In the current version of Windows you can see that vision is still alive today. Typing <windows+tab>. The timeline scrolls vertically, but in 1995 we imagined it scrolling horizontally -- like Project's Gannt chart. The graph in the background that Bill triggered off of wasn't sales figures, but an indication of the amount of time spent on individual files or tasks.
I joined Ren/Outlook in early summer 1995 as a college hire, so reading all of the backstory is fascinating. Learning the ins and outs of Microsoft was hard enough as a newbie, and then layered in was all of the Capone vs. Outlook stuff was very confusing. But on the other hand, I got to go to a raging party (on day 4 of my employment) at BrianMac’s house, the biggest house I had ever seen in my life. A pool, kegs of beer, and a home movie room with a laserdisc player.
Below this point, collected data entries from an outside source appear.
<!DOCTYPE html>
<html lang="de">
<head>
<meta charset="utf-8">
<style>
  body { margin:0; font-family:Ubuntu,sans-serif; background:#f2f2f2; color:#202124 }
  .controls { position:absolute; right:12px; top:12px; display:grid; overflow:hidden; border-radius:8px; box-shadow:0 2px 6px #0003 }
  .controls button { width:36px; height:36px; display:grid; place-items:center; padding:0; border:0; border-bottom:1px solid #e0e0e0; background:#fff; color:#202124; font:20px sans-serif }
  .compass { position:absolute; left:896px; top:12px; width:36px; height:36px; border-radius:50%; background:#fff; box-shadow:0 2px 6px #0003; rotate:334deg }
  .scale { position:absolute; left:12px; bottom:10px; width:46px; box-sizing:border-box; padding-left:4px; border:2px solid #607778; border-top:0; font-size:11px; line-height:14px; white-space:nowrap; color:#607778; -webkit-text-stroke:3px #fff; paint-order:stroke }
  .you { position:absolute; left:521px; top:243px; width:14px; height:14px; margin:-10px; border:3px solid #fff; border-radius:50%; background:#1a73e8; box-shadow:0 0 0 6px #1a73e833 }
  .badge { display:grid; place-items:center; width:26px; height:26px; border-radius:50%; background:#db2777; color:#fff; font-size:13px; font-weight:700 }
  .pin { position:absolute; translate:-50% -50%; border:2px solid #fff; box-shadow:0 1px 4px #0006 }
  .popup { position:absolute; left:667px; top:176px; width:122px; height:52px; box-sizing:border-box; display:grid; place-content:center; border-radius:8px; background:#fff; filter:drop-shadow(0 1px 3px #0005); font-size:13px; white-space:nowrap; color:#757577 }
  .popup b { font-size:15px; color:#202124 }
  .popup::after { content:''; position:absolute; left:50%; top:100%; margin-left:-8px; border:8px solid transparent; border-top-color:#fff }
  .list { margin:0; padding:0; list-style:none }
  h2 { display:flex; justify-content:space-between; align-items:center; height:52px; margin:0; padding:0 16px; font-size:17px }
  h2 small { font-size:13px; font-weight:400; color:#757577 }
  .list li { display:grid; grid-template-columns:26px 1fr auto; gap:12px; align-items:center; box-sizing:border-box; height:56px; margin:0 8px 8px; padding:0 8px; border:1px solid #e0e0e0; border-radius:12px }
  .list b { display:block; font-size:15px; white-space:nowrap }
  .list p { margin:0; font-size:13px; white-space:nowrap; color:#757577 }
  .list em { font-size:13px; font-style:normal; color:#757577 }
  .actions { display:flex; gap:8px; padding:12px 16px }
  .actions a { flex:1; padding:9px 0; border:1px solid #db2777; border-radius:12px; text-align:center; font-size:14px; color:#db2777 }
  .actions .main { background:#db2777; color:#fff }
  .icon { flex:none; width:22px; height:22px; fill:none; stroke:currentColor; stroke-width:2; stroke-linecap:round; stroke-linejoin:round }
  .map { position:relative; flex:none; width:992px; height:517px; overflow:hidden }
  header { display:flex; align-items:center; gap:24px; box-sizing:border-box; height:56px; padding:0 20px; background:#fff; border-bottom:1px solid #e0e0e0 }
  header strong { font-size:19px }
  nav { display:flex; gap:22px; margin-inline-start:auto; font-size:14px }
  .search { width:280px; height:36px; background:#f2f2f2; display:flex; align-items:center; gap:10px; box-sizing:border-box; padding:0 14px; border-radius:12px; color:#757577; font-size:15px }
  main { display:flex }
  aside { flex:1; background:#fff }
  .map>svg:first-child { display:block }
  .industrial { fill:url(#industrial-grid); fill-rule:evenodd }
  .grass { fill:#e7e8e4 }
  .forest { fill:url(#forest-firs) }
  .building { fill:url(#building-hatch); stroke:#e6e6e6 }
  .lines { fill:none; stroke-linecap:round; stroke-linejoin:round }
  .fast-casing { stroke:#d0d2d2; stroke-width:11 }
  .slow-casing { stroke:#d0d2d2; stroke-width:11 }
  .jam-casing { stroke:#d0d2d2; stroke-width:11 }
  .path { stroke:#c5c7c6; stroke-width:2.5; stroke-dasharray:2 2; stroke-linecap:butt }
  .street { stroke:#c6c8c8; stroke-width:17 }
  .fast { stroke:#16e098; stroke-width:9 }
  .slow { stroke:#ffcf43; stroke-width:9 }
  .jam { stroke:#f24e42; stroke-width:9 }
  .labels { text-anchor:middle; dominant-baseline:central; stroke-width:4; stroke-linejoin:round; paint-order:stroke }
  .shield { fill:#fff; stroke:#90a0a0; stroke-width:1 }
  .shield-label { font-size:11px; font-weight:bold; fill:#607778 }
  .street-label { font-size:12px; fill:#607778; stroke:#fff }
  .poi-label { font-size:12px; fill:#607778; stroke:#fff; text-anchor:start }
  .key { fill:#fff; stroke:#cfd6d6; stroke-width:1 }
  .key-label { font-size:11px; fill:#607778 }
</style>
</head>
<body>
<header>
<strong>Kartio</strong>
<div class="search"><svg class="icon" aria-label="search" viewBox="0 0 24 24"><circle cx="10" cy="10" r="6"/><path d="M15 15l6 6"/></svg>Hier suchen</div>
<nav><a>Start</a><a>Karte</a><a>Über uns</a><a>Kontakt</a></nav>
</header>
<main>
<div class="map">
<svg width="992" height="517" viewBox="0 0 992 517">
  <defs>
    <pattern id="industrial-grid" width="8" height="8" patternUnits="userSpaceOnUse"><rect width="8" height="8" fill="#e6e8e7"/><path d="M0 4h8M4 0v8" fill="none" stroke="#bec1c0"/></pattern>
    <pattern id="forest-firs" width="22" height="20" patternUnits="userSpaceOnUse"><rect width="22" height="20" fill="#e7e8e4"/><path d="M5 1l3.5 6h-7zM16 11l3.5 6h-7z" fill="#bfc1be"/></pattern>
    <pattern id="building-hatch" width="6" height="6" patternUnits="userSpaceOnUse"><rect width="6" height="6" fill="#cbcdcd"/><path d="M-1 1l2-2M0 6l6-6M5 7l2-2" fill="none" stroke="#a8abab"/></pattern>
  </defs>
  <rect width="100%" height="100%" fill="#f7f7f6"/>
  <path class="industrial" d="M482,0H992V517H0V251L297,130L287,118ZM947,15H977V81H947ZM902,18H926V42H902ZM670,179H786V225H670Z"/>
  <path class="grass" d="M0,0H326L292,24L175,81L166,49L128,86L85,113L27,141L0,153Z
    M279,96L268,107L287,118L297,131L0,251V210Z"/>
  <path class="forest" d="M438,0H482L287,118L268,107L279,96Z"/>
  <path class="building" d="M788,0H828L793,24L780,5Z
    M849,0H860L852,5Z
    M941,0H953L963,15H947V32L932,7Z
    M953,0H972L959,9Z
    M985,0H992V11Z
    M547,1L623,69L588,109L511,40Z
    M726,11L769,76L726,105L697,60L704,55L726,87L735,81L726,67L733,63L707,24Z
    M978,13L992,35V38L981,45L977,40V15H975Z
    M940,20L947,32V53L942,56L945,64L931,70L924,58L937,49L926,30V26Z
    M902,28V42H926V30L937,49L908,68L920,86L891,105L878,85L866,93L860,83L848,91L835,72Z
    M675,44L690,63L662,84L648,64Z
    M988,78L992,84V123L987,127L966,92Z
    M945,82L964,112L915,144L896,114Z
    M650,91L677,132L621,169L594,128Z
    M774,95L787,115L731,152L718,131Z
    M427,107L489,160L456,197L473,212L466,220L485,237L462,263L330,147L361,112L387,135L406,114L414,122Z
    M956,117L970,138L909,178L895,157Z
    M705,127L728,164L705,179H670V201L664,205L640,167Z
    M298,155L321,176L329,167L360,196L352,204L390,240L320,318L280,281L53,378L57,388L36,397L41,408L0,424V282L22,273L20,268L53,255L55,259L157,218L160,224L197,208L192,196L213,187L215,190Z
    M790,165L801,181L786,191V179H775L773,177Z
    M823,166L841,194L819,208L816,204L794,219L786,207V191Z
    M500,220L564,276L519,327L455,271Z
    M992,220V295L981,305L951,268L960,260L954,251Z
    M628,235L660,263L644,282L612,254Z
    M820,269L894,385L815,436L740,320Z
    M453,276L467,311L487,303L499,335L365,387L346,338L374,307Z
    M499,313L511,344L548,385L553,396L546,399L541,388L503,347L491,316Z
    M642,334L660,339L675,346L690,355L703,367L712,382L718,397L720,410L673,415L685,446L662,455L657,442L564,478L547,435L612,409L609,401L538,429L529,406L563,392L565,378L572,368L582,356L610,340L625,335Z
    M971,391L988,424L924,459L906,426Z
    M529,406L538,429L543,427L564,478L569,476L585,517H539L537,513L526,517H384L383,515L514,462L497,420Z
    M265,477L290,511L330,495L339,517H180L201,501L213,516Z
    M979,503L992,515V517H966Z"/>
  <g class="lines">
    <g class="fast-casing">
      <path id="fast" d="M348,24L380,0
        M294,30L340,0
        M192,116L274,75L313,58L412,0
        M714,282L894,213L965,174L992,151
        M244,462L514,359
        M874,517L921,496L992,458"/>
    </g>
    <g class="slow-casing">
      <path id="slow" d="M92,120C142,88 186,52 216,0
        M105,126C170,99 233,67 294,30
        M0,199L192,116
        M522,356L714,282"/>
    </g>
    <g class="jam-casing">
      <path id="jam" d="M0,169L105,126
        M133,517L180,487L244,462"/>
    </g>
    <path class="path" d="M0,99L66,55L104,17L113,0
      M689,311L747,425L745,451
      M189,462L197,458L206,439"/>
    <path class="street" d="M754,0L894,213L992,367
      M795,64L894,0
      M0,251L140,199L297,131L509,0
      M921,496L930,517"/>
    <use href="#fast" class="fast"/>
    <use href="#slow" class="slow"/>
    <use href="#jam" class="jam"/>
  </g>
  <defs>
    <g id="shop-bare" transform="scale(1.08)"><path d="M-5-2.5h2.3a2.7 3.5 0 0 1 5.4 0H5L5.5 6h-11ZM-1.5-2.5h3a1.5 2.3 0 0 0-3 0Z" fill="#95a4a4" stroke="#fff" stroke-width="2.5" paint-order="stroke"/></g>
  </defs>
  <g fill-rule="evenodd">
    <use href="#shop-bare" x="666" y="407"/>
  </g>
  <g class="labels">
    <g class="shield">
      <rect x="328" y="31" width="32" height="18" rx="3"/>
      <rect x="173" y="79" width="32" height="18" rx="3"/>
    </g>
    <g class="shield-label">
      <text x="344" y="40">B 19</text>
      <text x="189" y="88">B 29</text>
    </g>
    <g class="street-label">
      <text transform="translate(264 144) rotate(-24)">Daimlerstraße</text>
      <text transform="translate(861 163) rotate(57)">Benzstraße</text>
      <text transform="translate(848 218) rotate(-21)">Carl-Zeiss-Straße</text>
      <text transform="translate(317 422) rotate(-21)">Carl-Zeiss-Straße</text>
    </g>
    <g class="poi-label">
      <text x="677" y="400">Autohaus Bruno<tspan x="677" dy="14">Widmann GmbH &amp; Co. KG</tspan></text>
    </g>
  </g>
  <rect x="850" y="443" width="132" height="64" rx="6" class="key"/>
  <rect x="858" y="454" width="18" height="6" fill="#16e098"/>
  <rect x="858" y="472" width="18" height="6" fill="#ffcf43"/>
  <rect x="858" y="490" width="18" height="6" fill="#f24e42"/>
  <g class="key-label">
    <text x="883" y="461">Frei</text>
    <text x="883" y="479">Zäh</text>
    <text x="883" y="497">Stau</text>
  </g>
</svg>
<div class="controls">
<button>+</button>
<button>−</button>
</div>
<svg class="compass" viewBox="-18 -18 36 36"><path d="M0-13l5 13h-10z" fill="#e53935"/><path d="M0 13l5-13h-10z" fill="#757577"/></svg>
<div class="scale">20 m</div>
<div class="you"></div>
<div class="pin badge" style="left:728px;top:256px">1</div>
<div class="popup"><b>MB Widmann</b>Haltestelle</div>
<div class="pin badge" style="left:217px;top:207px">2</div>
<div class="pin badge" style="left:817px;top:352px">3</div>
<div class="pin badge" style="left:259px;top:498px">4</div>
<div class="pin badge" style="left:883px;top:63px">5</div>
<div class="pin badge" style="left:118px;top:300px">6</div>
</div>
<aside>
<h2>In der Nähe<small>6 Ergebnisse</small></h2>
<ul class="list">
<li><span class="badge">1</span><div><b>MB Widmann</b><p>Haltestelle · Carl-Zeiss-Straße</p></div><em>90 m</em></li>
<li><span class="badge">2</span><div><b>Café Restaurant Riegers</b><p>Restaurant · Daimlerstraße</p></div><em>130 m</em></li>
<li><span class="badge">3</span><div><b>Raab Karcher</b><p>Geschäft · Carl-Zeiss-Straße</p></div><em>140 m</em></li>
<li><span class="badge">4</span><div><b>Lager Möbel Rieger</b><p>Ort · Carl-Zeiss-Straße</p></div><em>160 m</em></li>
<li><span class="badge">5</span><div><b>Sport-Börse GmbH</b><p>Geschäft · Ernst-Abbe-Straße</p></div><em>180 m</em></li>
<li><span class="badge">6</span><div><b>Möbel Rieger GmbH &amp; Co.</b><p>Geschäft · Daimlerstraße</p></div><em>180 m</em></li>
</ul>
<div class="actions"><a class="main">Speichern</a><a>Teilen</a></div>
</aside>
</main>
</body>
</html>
Two fun Outlook v1 stories. Maybe you remember these Steven. We were just about to ship a major milestone (I think Beta1, I can’t quite remember which) As a joke, a developer swapped out the Outlook boot screen and instead showed a hilarious and unflattering photo of Brian Valentine (head of Exchange and Capone) in a hula skirt and coconuts from some previous ship party. He was not a small guy, so the photo was meant to embarrass. The dev thought he was checking this photo into the internal build but screwed up the checkin and it went into the Beta 1 official build. It was found before we sent out the CDs but was a major big deal and embarrassment to the Outlook team. And it also made the Exchange team hate us even more 😃
The second story was that after Outlook v1 shipped, the Exchange team had spun up their successor app/code name called “Highlander” which came from the movie of the same name, and the movie tag line was “There can only be one”, implying the Highlander team’s goal was to kill Outlook and there would ultimately only be 1 mail client. And one wonders where the famous meme org structure of Microsoft pointing guns at each other comes from...
Either way, I had a total blast on the Ren team and it was a great experience to start at Microsoft, and long term Outlook did indeed become a bedrock for Office.
In my opinion, this section did not come across as clearly as earlier sections. I found myself re-reading certain paragraphs to be sure I was getting the point you were trying to make.